Loan Interest Rate Modification
As previously disclosed, PHR TCI, LLC, a Delaware limited liability company and wholly-owned subsidiary of Procaccianti Hotel REIT, Inc. (the “Company”), as borrower, and Berkshire Bank, as lender, entered into a Commercial Real Estate Mortgage Loan Agreement (the “Refinancing Loan”) and related promissory note (the “Refinancing Note”) with respect to the Hotel Indigo Traverse City located in Traverse City, Michigan (the “Traverse City Hotel”). The Refinancing Loan and the Refinancing Note were described in, and filed as exhibits to, the Company’s Current Report on Form 8-K filed on June 10, 2024.
On May 6, 2026, PHR TCI, LLC, as borrower, and Beacon Bank & Trust, successor by merger to Berkshire Bank (the “Lender”), as lender, entered into a Change in Terms Agreement (the “Change in Terms Agreement”) with respect to the Refinancing Loan and the Refinancing Note. Effective as of the date of the Change in Terms Agreement, the interest rate applicable to the Refinancing Loan was reduced to a fixed rate of 6.50% per annum for the remainder of the initial term of the Refinancing Loan, which currently matures on June 6, 2027.
As of the date of the Change in Terms Agreement, the outstanding principal balance of the Refinancing Loan remains $15,600,000. Except as described above, the Change in Terms Agreement does not modify the stated maturity date, the collateral securing the Refinancing Loan, the Refinancing Corporate Guaranty provided by the Company, or any other material terms of the Refinancing Loan or the Refinancing Note, all of which remain in full force and effect as previously disclosed.
The foregoing summary of the Change in Terms Agreement does not purport to be complete and is qualified in its entirety by reference to the full text of the Change in Terms Agreement, which is filed as Exhibit 10.1 to this Current Report on Form 8-K and is incorporated herein by reference.
Item 2.03. Creation of a Direct Financial Obligation or an Obligation under an Off-Balance Sheet Arrangement of a Registrant.
The information set forth under Item 1.01 of this Current Report on Form 8-K is incorporated by reference into this Item 2.03.
Item 9.01 Financial Statements and Exhibits.
(d) Exhibits
| Exhibit No. |
Description | |
| 10.1 | Change in Terms Agreement, dated May 6, 2026. | |
| 104 | Cover Page Interactive Data File (embedded within the Inline XBRL document). |
SIGNATURES
Pursuant to the requirements of the Securities Exchange Act of 1934, the registrant has duly caused this Report to be signed on its behalf by the undersigned hereunto duly authorized.

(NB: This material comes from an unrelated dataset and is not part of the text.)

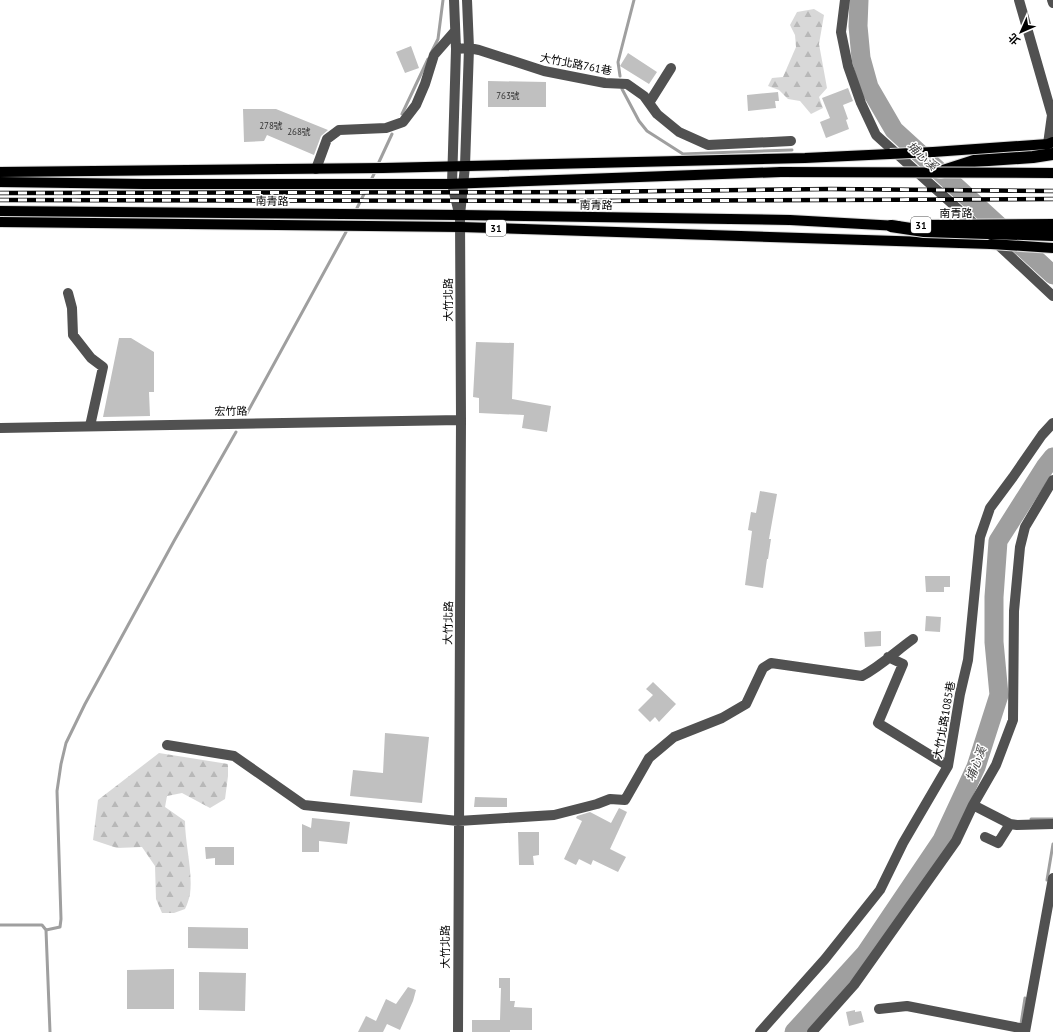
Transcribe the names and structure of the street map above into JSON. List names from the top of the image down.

| PROCACCIANTI HOTEL REIT, INC. | ||
| Date: May 12, 2026 | By: | /s/ Gregory Vickowski |
| Gregory Vickowski | ||
| Chief Financial Officer | ||
Exhibit 10.1
CHANGE IN TERMS AGREEMENT
| Principal $15,600,000.00 |
Loan Date 05-06-2026 |
Maturity 06-06-2027 |
Loan No 10022099-1 |
Call / Cori | Account | Officer *** |
Initials |
| References in the boxes above are for Lender's use only and do not limit the applicability of this document to any particular loan or item. Any item above containing "***" has been omitted due to text length limitations. | |||||||
| Borrower: | PHR TCI LLC 1140 Reservoir Ave Cranston, RI 02902
|
Lender: | Beacon Bank & Trust successor by merger to Berkshire Bank BB/CML Central MA 386 Main Street Worcester, MA 01608 |
| Principal Amount: $15,600,000.00 | Date of Agreement: May 6, 2026 |
DESCRIPTION OF EXISTING INDEBTEDNESS. Promissory Note dated June 6, 2024 in the original Principal amount of $15,600,000.00 from Borrower to Lender, with a current Maturity Date of June 6, 2027 and a current balance of $15,600,000.00, together with all renewals of, extensions of, modifications of, refinancing's of, consolidations of, and substitutions for the Note or Credit agreement. The parties decided to further revise certain terms of the Note.
DESCRIPTION OF COLLATERAL.
1. Commercial Mortgage and An Assignment of Leases and Rents on property located at 263 W Grandview Parkway, Traverse City, MI 49684.
2. All business assets filing on PHR TCI LLC.
DESCRIPTION OF CHANGE IN TERMS. Effective the date of this agreement, the interest rate is hereby reduced to 6.50% for the remainder of the initial term through 6/6/2027.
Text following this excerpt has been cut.